+++ Records to process

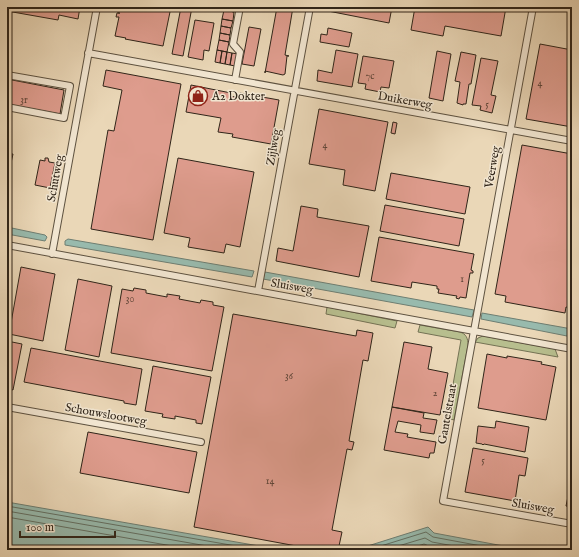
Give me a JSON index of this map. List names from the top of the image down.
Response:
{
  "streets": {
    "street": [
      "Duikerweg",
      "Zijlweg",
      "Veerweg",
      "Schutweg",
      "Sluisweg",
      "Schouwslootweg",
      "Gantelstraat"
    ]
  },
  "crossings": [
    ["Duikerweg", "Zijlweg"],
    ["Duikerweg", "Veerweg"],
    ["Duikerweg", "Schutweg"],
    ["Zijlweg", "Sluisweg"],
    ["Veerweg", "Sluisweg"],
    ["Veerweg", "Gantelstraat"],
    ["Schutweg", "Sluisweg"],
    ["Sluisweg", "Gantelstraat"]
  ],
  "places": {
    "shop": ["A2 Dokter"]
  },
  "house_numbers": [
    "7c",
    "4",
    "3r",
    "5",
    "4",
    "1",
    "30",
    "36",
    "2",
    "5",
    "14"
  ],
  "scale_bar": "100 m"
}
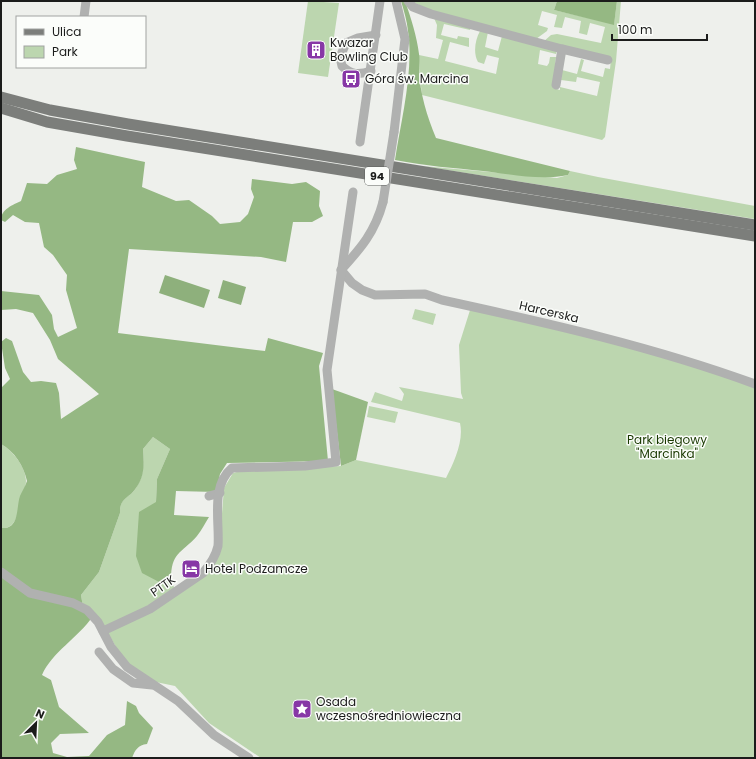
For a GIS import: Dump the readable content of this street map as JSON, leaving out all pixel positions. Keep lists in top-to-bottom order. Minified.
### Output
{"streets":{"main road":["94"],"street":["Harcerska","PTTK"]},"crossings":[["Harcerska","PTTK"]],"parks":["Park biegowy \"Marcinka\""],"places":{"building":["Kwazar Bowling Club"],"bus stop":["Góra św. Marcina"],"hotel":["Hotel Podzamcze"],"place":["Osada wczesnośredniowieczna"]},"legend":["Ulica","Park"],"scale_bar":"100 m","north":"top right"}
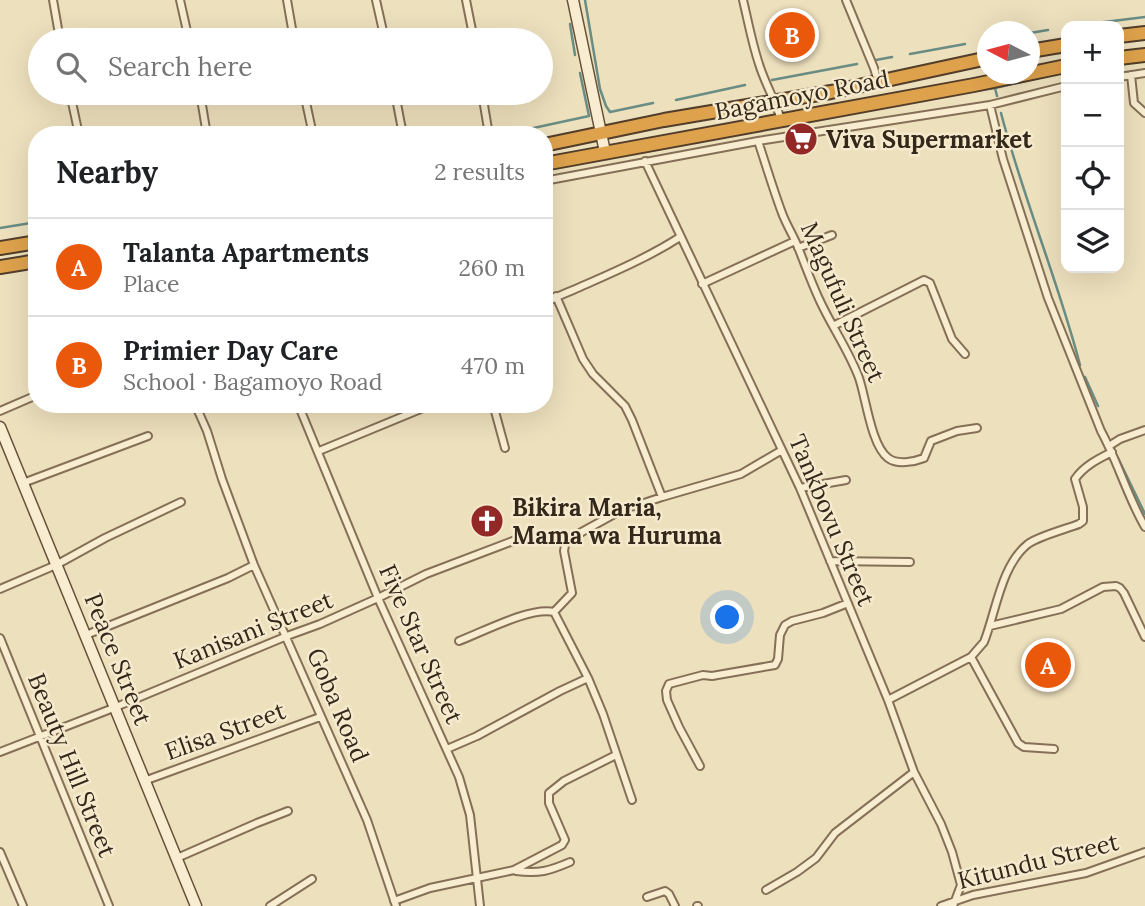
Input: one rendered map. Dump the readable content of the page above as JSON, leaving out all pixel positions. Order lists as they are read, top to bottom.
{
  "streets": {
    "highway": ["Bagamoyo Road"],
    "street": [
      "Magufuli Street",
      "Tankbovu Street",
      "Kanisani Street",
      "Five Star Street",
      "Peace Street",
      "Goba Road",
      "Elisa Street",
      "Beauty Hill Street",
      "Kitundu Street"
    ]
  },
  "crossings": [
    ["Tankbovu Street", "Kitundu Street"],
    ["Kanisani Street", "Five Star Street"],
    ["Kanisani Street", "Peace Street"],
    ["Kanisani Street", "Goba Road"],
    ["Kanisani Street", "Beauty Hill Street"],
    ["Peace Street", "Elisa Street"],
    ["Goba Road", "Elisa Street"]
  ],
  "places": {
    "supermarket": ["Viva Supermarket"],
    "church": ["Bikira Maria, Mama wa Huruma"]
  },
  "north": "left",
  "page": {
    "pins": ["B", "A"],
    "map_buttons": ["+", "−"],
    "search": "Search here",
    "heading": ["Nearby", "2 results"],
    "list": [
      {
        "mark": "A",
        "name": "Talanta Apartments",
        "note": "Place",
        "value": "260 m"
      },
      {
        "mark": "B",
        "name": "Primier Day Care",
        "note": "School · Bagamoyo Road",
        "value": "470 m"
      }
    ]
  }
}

++++++

:: Work to complete ::
Could you count the lines of the listing above that hold the word "this" and give only the total?

:: Result ::
2